[Dataset records]
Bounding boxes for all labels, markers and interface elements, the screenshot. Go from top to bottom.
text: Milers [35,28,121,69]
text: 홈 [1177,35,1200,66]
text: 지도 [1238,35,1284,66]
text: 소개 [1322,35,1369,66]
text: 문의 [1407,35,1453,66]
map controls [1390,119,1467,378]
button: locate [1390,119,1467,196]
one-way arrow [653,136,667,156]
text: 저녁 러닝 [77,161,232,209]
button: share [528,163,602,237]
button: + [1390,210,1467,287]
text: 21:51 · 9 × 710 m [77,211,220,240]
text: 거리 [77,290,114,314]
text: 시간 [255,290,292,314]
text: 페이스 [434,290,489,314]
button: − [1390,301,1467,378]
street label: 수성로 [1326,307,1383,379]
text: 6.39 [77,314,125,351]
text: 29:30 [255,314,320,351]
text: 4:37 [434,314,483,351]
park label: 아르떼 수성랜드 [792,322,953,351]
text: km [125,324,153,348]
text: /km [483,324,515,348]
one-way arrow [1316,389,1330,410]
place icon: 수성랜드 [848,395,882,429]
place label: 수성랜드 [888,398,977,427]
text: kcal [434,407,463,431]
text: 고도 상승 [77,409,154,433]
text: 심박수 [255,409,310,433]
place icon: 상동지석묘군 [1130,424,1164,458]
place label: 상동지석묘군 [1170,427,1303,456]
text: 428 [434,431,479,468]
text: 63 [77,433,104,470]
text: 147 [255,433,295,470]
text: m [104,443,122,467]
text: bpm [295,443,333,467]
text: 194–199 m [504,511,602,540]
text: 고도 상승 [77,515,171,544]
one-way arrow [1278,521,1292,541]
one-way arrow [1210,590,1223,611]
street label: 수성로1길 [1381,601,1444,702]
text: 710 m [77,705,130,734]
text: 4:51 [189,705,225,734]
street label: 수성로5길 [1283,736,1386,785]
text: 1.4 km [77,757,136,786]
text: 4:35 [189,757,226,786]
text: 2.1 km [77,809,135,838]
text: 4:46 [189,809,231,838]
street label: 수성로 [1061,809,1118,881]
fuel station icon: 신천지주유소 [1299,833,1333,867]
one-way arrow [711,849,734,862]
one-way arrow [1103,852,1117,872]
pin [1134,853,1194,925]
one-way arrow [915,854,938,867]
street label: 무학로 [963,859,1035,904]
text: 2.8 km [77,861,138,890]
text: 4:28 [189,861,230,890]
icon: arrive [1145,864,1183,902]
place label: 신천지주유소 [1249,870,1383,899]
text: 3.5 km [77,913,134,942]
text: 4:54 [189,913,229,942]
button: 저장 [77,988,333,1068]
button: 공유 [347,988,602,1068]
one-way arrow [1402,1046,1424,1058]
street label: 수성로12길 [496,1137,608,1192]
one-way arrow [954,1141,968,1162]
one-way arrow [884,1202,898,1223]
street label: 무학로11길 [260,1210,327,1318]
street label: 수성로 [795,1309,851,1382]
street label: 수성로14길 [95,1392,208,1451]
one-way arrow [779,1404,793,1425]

=== PROBLEM ===
The records above are to be given again in full, word for word.

=== REPLY ===
Bounding boxes for all labels, markers and interface elements, the screenshot. Go from top to bottom.
text: Milers [35,28,121,69]
text: 홈 [1177,35,1200,66]
text: 지도 [1238,35,1284,66]
text: 소개 [1322,35,1369,66]
text: 문의 [1407,35,1453,66]
map controls [1390,119,1467,378]
button: locate [1390,119,1467,196]
one-way arrow [653,136,667,156]
text: 저녁 러닝 [77,161,232,209]
button: share [528,163,602,237]
button: + [1390,210,1467,287]
text: 21:51 · 9 × 710 m [77,211,220,240]
text: 거리 [77,290,114,314]
text: 시간 [255,290,292,314]
text: 페이스 [434,290,489,314]
button: − [1390,301,1467,378]
street label: 수성로 [1326,307,1383,379]
text: 6.39 [77,314,125,351]
text: 29:30 [255,314,320,351]
text: 4:37 [434,314,483,351]
park label: 아르떼 수성랜드 [792,322,953,351]
text: km [125,324,153,348]
text: /km [483,324,515,348]
one-way arrow [1316,389,1330,410]
place icon: 수성랜드 [848,395,882,429]
place label: 수성랜드 [888,398,977,427]
text: kcal [434,407,463,431]
text: 고도 상승 [77,409,154,433]
text: 심박수 [255,409,310,433]
place icon: 상동지석묘군 [1130,424,1164,458]
place label: 상동지석묘군 [1170,427,1303,456]
text: 428 [434,431,479,468]
text: 63 [77,433,104,470]
text: 147 [255,433,295,470]
text: m [104,443,122,467]
text: bpm [295,443,333,467]
text: 194–199 m [504,511,602,540]
text: 고도 상승 [77,515,171,544]
one-way arrow [1278,521,1292,541]
one-way arrow [1210,590,1223,611]
street label: 수성로1길 [1381,601,1444,702]
text: 710 m [77,705,130,734]
text: 4:51 [189,705,225,734]
street label: 수성로5길 [1283,736,1386,785]
text: 1.4 km [77,757,136,786]
text: 4:35 [189,757,226,786]
text: 2.1 km [77,809,135,838]
text: 4:46 [189,809,231,838]
street label: 수성로 [1061,809,1118,881]
fuel station icon: 신천지주유소 [1299,833,1333,867]
one-way arrow [711,849,734,862]
one-way arrow [1103,852,1117,872]
pin [1134,853,1194,925]
one-way arrow [915,854,938,867]
street label: 무학로 [963,859,1035,904]
text: 2.8 km [77,861,138,890]
text: 4:28 [189,861,230,890]
icon: arrive [1145,864,1183,902]
place label: 신천지주유소 [1249,870,1383,899]
text: 3.5 km [77,913,134,942]
text: 4:54 [189,913,229,942]
button: 저장 [77,988,333,1068]
button: 공유 [347,988,602,1068]
one-way arrow [1402,1046,1424,1058]
street label: 수성로12길 [496,1137,608,1192]
one-way arrow [954,1141,968,1162]
one-way arrow [884,1202,898,1223]
street label: 무학로11길 [260,1210,327,1318]
street label: 수성로 [795,1309,851,1382]
street label: 수성로14길 [95,1392,208,1451]
one-way arrow [779,1404,793,1425]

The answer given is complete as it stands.